Philippe veut une blonde. Cherche. Mais ne sait plus où trouver. Le témoignage d’un quadragénaire célibataire, publié la semaine dernière dans nos écrans, a provoqué un déluge de réactions. Du jamais vu, de mémoire de journaliste. Photos, descriptions, pitch, ça ne fait aucun doute : plusieurs femmes veulent maintenant Philippe. Explication et analyse d’un phénomène moins anecdotique qu’il n’en a l’air, en quatre temps.

#jesuisphilippe

« Salut, peux-tu lui donner mes coordonnées ? » 5 h 54, dimanche dernier. Le soleil n’est même pas encore levé. À peine publiée, la chronique Derrière la porte, témoignant de la quête amoureuse d’un quadragénaire ordinaire, suscite déjà un solide intérêt, lequel ne s’est pas démenti de la semaine. Plus de 70 messages (pour dire vrai, on a arrêté de compter) de femmes (et une poignée d’hommes), faisant écho à Philippe, tous sur le même ton : « je suis la version féminine », « le pendant féminin », « je vis au féminin sa situation ». Bref, « je suis Philippe ». Plusieurs femmes en ont profité pour nous partager leur vécu, leur désillusion (abandon ?) des rencontres en ligne, et surtout leur soif d’un gars « simple, vrai, allumé et qui veut bâtir ». D’où le succès dudit Philippe (nom fictif, faut-il le rappeler), qui disait justement être du type « steady ». Plus de trente femmes nous ont carrément (et sans détour) demandé de lui envoyer leurs coordonnées (ce qui a été fait, soyez-en assurées les filles, nous y viendrons plus bas).

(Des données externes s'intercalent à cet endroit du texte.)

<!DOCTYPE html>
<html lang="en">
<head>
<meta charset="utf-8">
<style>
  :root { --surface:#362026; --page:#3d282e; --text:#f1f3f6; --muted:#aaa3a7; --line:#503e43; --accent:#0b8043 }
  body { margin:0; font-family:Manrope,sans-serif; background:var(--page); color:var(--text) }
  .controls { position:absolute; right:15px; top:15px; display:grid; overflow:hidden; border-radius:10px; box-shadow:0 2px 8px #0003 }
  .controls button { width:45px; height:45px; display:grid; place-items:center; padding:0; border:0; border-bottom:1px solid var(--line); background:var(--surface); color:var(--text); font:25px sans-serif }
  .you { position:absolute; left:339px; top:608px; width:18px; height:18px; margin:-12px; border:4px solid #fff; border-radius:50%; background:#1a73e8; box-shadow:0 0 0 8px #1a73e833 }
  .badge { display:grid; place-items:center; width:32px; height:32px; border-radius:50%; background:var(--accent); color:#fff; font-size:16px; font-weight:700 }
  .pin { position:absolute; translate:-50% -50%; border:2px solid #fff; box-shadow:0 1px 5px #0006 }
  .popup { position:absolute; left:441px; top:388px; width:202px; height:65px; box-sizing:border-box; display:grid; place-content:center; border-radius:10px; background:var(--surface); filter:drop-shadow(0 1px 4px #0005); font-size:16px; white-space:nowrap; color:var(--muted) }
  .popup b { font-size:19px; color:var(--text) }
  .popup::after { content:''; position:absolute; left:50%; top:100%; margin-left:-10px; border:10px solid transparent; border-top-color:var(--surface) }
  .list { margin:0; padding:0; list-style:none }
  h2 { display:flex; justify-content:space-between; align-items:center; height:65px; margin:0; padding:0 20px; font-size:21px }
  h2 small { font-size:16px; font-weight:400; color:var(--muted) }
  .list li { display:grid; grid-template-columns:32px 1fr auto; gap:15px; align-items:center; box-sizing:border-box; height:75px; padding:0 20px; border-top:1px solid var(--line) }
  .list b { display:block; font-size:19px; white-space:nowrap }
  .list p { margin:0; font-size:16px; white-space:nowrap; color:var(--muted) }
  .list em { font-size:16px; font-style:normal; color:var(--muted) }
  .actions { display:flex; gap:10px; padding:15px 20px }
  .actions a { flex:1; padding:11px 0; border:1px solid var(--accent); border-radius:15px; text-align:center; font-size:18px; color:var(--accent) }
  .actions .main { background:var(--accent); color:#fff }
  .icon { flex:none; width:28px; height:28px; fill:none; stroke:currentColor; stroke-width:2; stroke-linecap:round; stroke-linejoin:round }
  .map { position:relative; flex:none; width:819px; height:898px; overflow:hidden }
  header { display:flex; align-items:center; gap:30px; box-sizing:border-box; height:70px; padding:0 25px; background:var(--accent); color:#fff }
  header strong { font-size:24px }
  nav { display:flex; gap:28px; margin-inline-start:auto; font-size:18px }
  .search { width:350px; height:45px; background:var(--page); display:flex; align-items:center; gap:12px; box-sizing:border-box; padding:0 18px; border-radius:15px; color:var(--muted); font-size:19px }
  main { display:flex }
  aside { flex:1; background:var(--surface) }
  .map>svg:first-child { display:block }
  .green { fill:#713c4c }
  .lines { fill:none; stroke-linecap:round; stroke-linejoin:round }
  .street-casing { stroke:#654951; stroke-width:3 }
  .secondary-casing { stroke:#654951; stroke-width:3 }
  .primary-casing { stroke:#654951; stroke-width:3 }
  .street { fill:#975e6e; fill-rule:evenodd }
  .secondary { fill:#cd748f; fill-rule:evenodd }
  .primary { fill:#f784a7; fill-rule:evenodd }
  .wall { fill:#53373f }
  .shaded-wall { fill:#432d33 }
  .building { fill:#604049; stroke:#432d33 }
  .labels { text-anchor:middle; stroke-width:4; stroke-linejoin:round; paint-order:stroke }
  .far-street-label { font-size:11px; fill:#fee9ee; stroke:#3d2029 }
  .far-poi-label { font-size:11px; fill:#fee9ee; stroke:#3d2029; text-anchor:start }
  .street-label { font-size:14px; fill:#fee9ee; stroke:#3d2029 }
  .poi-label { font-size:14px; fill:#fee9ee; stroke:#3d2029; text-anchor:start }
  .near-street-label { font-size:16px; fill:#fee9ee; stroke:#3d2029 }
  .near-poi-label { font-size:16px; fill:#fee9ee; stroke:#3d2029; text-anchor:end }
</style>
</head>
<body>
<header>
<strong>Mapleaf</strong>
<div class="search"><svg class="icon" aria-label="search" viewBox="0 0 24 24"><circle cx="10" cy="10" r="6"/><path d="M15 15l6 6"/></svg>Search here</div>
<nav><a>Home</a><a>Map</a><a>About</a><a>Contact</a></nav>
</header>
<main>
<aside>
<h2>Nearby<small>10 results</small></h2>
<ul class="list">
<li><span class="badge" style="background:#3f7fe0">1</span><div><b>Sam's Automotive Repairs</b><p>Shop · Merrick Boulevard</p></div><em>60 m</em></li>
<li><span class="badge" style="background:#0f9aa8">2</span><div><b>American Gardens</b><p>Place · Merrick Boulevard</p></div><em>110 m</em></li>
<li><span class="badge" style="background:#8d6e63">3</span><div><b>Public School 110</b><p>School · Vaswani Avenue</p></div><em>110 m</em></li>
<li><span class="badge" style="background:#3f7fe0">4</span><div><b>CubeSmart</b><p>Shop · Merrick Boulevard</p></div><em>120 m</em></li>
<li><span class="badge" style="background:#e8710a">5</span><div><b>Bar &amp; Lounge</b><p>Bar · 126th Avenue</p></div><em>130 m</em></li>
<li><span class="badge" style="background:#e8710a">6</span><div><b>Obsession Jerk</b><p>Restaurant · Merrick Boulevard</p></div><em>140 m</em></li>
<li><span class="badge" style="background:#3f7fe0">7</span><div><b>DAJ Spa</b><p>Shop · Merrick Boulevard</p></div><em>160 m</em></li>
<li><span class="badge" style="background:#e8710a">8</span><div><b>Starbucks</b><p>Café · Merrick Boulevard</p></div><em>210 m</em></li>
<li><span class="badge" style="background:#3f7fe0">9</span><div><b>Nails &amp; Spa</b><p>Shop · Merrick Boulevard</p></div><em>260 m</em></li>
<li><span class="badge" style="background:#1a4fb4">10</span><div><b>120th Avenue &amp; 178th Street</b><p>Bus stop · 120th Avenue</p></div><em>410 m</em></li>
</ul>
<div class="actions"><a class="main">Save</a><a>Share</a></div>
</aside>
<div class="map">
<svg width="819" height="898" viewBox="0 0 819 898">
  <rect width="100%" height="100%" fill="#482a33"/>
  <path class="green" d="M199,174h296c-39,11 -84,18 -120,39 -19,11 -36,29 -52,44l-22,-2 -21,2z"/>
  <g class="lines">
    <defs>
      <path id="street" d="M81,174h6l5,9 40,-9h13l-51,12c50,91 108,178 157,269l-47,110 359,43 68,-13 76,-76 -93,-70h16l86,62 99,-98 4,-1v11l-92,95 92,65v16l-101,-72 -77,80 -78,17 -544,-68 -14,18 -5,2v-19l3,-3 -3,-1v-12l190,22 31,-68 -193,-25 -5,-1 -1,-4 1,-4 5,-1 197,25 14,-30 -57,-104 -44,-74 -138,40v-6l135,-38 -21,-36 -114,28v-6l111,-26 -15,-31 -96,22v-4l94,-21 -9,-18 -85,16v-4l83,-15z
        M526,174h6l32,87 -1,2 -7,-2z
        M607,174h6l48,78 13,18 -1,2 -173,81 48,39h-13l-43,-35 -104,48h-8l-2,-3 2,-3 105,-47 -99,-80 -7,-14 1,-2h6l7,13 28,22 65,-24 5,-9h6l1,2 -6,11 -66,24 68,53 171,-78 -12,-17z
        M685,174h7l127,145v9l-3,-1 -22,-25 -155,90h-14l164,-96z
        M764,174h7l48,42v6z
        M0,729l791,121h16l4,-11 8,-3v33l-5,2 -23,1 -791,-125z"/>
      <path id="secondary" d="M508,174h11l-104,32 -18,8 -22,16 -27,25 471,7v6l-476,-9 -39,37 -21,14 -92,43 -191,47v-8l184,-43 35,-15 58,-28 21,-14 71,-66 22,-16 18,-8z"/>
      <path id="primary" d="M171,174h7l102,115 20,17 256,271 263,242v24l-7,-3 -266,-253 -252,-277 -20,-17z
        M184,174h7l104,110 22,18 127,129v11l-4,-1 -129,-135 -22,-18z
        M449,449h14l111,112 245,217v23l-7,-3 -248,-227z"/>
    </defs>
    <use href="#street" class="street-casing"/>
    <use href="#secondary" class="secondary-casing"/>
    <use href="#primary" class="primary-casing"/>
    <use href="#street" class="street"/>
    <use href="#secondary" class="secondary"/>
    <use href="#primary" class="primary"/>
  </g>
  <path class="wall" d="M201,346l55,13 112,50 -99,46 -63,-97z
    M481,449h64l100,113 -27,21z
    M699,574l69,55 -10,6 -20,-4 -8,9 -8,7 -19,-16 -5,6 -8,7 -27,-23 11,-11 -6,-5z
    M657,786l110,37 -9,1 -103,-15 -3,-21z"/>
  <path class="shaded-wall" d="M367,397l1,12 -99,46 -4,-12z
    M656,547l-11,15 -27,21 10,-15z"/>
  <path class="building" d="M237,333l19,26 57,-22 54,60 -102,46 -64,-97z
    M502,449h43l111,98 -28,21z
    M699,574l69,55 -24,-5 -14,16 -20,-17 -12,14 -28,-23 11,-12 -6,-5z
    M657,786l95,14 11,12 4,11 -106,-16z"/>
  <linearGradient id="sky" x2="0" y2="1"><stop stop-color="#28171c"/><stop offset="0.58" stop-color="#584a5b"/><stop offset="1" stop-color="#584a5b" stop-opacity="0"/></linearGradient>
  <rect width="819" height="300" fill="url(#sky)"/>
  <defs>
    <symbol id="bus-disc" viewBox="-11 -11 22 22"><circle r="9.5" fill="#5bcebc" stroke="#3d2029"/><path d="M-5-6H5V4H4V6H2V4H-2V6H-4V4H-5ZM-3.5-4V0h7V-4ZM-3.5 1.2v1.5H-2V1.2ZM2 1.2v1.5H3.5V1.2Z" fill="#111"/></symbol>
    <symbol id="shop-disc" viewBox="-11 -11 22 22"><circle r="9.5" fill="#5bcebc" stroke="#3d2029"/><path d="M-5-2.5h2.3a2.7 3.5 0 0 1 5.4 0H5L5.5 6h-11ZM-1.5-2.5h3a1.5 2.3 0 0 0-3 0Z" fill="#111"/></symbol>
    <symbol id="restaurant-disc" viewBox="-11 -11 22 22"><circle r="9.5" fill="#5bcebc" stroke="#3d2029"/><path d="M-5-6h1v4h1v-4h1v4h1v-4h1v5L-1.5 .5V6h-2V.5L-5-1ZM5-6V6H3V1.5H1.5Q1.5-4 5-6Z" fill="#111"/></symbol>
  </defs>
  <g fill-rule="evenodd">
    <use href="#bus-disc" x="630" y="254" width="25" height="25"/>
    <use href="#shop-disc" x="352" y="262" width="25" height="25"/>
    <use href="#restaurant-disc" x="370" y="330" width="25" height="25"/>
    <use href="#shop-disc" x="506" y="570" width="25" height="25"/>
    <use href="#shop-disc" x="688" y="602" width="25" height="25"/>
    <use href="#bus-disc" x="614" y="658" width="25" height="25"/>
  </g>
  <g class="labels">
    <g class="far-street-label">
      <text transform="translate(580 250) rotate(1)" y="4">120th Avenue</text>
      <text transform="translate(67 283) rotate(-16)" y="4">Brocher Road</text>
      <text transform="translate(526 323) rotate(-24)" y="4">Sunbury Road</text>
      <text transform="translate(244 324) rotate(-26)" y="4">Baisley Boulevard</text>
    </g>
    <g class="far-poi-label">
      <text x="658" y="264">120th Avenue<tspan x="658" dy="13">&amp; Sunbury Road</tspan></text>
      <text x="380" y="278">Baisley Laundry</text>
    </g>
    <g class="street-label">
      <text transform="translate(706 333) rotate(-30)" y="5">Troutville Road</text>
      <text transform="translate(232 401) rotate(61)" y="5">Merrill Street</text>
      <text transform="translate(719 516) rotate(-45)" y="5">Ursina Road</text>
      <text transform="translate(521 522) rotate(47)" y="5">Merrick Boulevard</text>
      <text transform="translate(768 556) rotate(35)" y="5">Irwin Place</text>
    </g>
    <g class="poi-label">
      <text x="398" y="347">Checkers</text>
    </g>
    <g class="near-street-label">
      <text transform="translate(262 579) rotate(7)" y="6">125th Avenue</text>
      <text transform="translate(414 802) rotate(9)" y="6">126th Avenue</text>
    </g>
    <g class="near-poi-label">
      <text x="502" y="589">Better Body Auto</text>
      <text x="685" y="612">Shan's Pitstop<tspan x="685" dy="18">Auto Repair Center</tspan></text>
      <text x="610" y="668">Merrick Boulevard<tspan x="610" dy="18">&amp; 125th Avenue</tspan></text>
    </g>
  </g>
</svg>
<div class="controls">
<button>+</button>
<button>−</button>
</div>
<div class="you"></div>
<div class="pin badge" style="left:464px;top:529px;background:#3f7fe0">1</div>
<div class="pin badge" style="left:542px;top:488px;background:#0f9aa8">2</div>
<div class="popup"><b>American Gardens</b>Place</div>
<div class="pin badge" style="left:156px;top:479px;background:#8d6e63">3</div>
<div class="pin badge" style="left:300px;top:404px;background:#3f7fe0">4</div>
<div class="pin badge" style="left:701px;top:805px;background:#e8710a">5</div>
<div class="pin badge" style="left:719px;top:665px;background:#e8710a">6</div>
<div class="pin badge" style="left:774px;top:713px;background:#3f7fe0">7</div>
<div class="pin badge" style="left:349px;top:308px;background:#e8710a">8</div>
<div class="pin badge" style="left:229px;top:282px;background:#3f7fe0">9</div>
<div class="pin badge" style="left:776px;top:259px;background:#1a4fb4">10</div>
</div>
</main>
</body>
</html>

Photos et descriptions détaillées (insérez ici le nom de votre choix, 50 ans, maman de trois merveilleux enfants, etc.) à l’appui. En précisant, souvent, aimer le vélo (un point commun !). Vouloir construire. Bref, cherchant du sérieux. En prime : une mère, une sœur, une collègue et bon nombre d’amis de célibataires nous ont aussi envoyé un mot, voire directement téléphoné !

Réaction

« Écoute, je suis un peu surpris quand même, et en même temps, pas tant que ça, rit le (désormais) fameux Philippe, un brin nerveusement, au bout du fil. J’imagine que je ne suis pas la seule personne comme ça. Et ce n’est pas une affaire d’homme ou de femme. On cherche peut-être tous un peu la même chose. » Dire que quand nous nous sommes rencontrés, il croyait ne pas avoir matière à article. « Parce qu’il ne se passe rien, résume-t-il. C’est ordinaire. Mais je ne suis pas si seul, il faut croire. Peut-être qu’une majorité de gens cherchent et ne trouvent pas. » À la question que vous vous posez toutes, mesdames, oui, il a trouvé vos profils très intéressants. C’est clair. Mais non, il n’y donnera pas suite. Question de pudeur. De gêne. Et surtout pour protéger son anonymat. « Je suis comme ça. Je ne veux pas me mettre tout nu [métaphoriquement], dit-il. Ce n’est pas quelque chose que je voudrais partager avec ma famille. Je ne me sens pas à l’aise. » Assez à l’aise pour partager sa vie à une journaliste, certes, mais pas assez pour abandonner sa confidentialité. Ce qui ne l’empêche pas d’avoir mis le doigt sur un bobo visiblement partagé. « À une certaine époque, ça se passait sur le perron de l’église. On n’avait pas 2500 candidats en quelques clics. C’est peut-être… trop ? »

Ras-le-bol du virtuel

Manifestement. Il n’est pas seul à le penser. L’humoriste et auteure Anne-Marie Dupras, à qui l’on doit un nouveau podcast sur le sujet (Ma vie amoureuse de marde), en plus d’un livre et d’une page Facebook, entend ce genre de discours régulièrement. « Il y a un grand désespoir, tant chez les hommes que les femmes. D’un côté comme de l’autre, tous sont très découragés, dit-elle. On a l’impression que la vie est un catalogue. C’est rendu de la consommation, et plus une affaire de sentiments. »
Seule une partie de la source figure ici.